One of Hurricane Energy’s biggest shareholders has moved to have several members ousted from the company’s board with “immediate effect”.
The troubled oil and gas firm has received a “requisition notice” from Crystal Amber requiring its board to convene a general meeting of shareholders to consider removing five non-executive directors.
They are Steven McTiernan, David Jenkins, John van der Welle, Sandy Shaw and Beverley Smith.
The Guernsey-based fund, which has a 14.7% stake in Hurricane, is also proposing to appoint John Wright and David Cruik to the board as non-executive directors.
Crystal Amber claimed the Hurricane board has “demonstrably failed to protect” shareholder’s interests and has accused it of being “evasive and obstructive”.
The fund believes that a new Hurricane board should assume responsibility at the “earliest opportunity”.
London-listed Hurricane’s top team said it is “considering the content” of the notice, which it will respond to in accordance with the requirements of section 303 of the Companies Act 2006.
A further announcement is expected in “due course”.
Shares in Hurricane had shot up more than 70% to 1.25p at 9:15am.
Crystal Amber cited several cases in which it believes Hurricane showed “disdain” towards it shareholders as a reason for lodging the notice.
It includes a recently agreed financial restructuring plan with a majority of bondholders that would lead to the company being wound down in the coming years.

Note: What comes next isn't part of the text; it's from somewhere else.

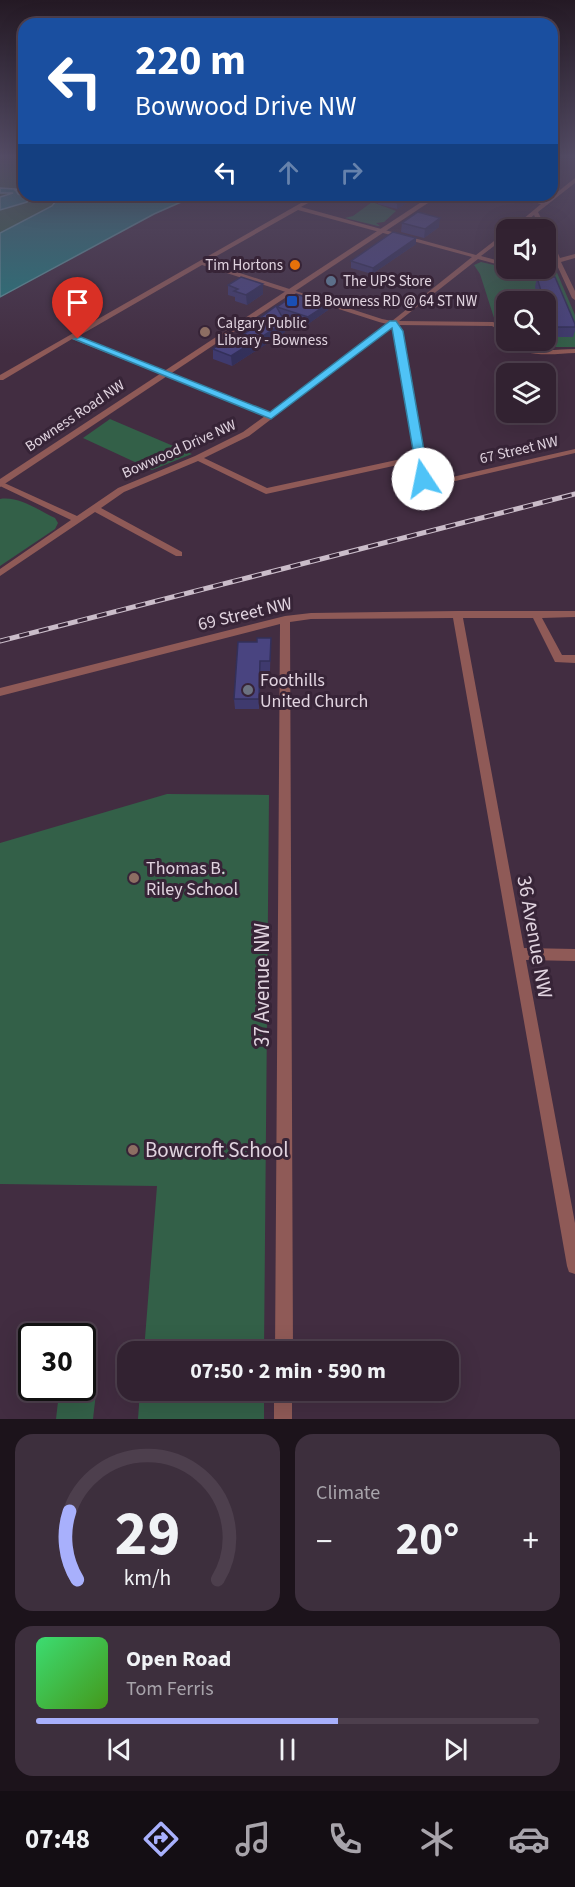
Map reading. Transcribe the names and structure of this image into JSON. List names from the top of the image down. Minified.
{"streets":{"street":["Bowness Road NW","Bowwood Drive NW","67 Street NW","69 Street NW","36 Avenue NW","37 Avenue NW"]},"crossings":[["69 Street NW","36 Avenue NW"],["69 Street NW","37 Avenue NW"]],"places":{"other":["Tim Hortons","The UPS Store","Calgary Public Library - Bowness","Foothills United Church","Thomas B. Riley School","Bowcroft School"],"transit":["EB Bowness RD @ 64 ST NW"]},"page":{"turn":["220 m","Bowwood Drive NW"],"limit":"30","trip":"07:50 · 2 min · 590 m","tile":"Climate","heat":["−","20°","+"],"song":["Open Road","Tom Ferris"],"tabs":"07:48","gauge":["29","km/h"]}}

According to Crystal Amber, the move would mean shareholders’ interests in the firm being “wiped out” in favour of the bondholders, branding it “premature”.

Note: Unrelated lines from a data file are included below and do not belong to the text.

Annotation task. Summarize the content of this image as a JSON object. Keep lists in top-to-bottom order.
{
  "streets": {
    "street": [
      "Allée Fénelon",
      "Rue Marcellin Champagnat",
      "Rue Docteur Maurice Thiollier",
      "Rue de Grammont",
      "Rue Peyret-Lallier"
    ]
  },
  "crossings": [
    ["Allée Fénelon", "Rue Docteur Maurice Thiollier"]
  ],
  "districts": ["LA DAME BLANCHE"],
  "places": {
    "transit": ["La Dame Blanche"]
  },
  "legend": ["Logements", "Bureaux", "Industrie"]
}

It also pointed to the fund’s relationship with Hurricane, which it says has experienced a “dramatic deterioration” in the last six months.
In March, in its interim results for the six months to the end of the year, Crystal Amber threatened to take “appropriate action” as it had “lost confidence” in Hurricane bosses.
In September last year, Antony Maris took over as Hurricane’s chief executive on the same day the firm announced a huge downsizing of its resources base west of Shetland, with shares tumbling as a result.
In the last few months, the company has been looking at ways to increase output from its wholly-owned Lancaster field, which has only been producing from one of its two wells recently.
But Hurricane, which must repay or refinance a £180m convertible bond next year, warned in December that further development activity “might not be possible” unless talks with stakeholders yielded funds.
Crystal Amber has said the firm’s future prospects would be “greatly improved” by removing the five board members and the appointment of its nominees.
However, it said that, due to their “technical and financial knowledge”, the should continue in the office for the “time being”.